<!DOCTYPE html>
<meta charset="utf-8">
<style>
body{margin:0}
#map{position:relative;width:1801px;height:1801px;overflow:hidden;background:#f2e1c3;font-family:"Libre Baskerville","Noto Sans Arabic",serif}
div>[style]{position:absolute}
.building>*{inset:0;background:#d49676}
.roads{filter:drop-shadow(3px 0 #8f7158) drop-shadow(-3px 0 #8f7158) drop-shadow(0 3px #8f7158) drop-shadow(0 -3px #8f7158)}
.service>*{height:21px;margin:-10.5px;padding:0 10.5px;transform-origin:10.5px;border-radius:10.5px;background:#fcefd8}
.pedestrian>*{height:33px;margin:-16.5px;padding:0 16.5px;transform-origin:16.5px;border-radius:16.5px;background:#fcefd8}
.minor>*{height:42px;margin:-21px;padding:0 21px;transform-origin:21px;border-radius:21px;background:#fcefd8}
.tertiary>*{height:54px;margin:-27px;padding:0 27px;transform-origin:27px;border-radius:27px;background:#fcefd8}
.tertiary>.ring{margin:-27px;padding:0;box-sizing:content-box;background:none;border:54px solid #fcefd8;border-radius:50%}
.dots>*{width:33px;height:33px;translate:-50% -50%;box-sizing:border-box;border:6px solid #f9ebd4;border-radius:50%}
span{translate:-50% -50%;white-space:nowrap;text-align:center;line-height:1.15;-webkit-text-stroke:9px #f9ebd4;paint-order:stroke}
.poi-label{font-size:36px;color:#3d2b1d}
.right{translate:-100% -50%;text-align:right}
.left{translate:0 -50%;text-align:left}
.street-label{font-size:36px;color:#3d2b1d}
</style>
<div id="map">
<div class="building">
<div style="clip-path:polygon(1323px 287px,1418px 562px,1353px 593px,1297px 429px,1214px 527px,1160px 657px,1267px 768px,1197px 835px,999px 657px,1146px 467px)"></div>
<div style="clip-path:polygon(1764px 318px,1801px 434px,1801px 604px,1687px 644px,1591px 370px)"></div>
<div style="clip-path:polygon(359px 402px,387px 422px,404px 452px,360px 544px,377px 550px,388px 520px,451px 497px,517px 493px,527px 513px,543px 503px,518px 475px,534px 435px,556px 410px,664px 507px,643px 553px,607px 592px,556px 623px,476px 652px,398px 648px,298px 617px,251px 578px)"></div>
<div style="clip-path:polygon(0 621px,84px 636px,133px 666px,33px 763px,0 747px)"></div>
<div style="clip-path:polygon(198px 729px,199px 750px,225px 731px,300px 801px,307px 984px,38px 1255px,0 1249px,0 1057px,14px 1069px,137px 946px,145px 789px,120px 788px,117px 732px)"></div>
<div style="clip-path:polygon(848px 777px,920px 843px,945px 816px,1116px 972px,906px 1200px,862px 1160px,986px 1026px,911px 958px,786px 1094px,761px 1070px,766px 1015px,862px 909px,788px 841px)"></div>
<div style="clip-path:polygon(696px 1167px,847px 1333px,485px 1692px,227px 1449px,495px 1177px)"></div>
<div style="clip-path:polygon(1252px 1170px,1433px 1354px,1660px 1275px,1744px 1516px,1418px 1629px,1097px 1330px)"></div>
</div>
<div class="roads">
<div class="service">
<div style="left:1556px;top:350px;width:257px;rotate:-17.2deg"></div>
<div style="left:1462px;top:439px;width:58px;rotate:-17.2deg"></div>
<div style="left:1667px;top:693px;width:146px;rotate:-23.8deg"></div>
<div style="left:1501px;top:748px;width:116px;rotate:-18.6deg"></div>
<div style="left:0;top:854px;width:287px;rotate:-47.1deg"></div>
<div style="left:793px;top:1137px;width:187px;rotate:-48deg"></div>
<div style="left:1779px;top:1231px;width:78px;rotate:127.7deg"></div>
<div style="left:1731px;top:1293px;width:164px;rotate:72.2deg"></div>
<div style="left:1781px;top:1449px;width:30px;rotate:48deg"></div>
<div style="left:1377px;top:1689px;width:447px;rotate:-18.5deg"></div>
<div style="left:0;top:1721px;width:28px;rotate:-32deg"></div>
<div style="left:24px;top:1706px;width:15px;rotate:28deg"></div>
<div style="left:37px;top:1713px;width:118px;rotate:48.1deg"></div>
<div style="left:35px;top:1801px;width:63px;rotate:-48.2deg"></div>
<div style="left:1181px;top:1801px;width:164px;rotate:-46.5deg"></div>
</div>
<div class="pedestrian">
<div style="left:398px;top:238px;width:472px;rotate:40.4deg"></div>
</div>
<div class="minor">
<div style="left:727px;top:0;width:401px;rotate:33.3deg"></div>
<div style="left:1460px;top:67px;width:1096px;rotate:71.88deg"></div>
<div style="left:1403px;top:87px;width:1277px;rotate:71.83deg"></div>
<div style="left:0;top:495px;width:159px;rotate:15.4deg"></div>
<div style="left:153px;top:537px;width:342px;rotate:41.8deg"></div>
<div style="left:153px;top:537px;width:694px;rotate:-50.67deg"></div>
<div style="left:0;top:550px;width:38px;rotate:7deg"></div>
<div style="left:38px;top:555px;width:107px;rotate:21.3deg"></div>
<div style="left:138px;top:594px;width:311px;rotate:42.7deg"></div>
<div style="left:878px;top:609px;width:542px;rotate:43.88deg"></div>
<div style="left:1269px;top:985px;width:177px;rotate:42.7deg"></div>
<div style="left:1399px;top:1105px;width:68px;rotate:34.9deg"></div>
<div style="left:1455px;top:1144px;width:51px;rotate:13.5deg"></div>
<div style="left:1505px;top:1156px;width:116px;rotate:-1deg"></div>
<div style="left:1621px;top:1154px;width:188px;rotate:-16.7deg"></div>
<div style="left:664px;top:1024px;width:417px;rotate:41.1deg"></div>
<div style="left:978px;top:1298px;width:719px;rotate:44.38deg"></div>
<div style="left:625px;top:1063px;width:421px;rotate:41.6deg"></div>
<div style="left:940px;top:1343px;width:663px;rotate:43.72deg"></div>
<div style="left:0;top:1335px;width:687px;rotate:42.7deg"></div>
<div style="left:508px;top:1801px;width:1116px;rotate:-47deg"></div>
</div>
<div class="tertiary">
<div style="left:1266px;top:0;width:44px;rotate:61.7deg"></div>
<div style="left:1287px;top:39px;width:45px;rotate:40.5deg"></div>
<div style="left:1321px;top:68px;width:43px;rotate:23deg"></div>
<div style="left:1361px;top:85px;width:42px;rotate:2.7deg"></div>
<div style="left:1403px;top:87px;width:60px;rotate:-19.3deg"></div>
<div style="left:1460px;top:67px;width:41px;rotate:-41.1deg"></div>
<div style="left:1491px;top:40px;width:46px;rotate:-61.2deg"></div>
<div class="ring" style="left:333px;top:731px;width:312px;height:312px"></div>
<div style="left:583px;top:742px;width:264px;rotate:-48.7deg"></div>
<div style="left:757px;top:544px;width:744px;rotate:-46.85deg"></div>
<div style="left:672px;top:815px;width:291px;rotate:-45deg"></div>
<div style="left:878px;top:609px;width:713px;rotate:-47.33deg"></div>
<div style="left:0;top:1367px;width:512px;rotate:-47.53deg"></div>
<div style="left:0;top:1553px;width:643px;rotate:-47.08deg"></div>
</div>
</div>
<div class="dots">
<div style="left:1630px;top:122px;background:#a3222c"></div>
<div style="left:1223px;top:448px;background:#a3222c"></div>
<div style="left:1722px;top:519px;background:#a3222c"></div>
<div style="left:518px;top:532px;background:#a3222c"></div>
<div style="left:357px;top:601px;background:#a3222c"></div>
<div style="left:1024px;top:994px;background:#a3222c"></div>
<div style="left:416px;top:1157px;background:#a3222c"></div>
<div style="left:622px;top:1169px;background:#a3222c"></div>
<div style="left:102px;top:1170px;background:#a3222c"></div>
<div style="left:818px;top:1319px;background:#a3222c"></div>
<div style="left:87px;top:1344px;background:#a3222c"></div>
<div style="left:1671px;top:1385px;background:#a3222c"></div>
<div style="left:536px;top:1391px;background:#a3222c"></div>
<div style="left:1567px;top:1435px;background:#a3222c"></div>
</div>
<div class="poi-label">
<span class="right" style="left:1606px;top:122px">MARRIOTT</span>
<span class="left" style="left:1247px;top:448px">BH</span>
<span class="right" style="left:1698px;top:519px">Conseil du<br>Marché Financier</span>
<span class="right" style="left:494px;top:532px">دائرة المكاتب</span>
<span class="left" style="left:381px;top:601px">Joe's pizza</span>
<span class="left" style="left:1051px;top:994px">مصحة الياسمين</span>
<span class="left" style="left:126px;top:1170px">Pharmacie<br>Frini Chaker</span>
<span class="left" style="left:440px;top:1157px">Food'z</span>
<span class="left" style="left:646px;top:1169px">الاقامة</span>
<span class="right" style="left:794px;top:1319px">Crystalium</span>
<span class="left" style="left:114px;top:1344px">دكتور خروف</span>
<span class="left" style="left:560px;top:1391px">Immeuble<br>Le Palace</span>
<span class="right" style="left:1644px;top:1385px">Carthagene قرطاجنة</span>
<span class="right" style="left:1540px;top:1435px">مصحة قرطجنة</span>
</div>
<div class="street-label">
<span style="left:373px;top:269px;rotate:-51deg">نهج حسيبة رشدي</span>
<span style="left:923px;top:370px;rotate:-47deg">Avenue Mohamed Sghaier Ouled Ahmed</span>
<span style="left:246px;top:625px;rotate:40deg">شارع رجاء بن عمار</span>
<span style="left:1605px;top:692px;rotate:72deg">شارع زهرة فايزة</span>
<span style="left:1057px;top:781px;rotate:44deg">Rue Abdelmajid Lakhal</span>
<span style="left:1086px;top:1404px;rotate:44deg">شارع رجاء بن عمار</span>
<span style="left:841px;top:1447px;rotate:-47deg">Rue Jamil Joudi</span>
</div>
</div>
■ ■ ■
_Work instructions:_ Determine how many lines above contain "service" and respond with that number only.

_Exercise result:_ 2